THE DATA Start Marker

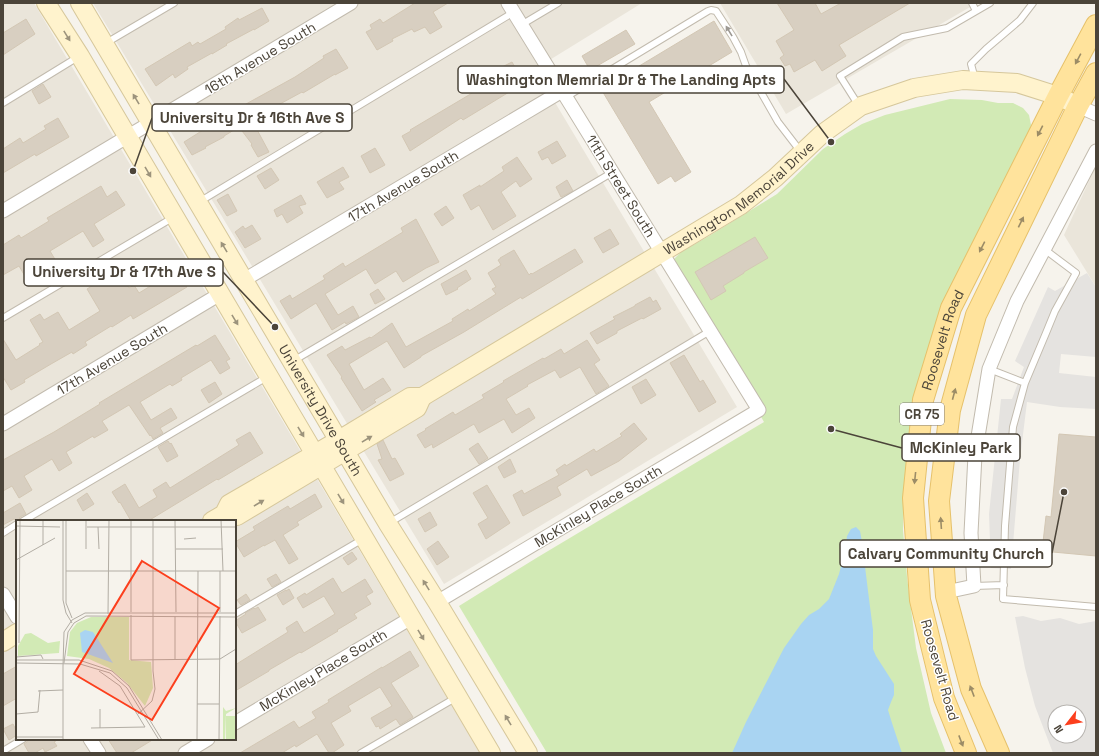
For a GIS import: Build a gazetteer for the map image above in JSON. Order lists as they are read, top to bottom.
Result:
{
  "streets": {
    "main road": [
      "Washington Memorial Drive",
      "Roosevelt Road",
      "University Drive South",
      "CR 75"
    ],
    "street": [
      "16th Avenue South",
      "17th Avenue South",
      "11th Street South",
      "McKinley Place South"
    ]
  },
  "crossings": [
    ["16th Avenue South", "University Drive South"],
    ["17th Avenue South", "11th Street South"],
    ["17th Avenue South", "University Drive South"],
    ["11th Street South", "Washington Memorial Drive"],
    ["11th Street South", "McKinley Place South"],
    ["Washington Memorial Drive", "Roosevelt Road"],
    ["Washington Memorial Drive", "University Drive South"],
    ["University Drive South", "McKinley Place South"]
  ],
  "one_way": ["Washington Memorial Drive"],
  "places": [
    "Washington Memrial Dr & The Landing Apts",
    "University Dr & 16th Ave S",
    "University Dr & 17th Ave S",
    "McKinley Park",
    "Calvary Community Church"
  ],
  "north": "bottom left"
}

THE DATA End Marker

### WHAT YOU HAVE TO DO
From the first line to the last, output the records exactly without pictures.

### TASK OUTPUT
For a GIS import: Build a gazetteer for the map image above in JSON. Order lists as they are read, top to bottom.
Result:
{
  "streets": {
    "main road": [
      "Washington Memorial Drive",
      "Roosevelt Road",
      "University Drive South",
      "CR 75"
    ],
    "street": [
      "16th Avenue South",
      "17th Avenue South",
      "11th Street South",
      "McKinley Place South"
    ]
  },
  "crossings": [
    ["16th Avenue South", "University Drive South"],
    ["17th Avenue South", "11th Street South"],
    ["17th Avenue South", "University Drive South"],
    ["11th Street South", "Washington Memorial Drive"],
    ["11th Street South", "McKinley Place South"],
    ["Washington Memorial Drive", "Roosevelt Road"],
    ["Washington Memorial Drive", "University Drive South"],
    ["University Drive South", "McKinley Place South"]
  ],
  "one_way": ["Washington Memorial Drive"],
  "places": [
    "Washington Memrial Dr & The Landing Apts",
    "University Dr & 16th Ave S",
    "University Dr & 17th Ave S",
    "McKinley Park",
    "Calvary Community Church"
  ],
  "north": "bottom left"
}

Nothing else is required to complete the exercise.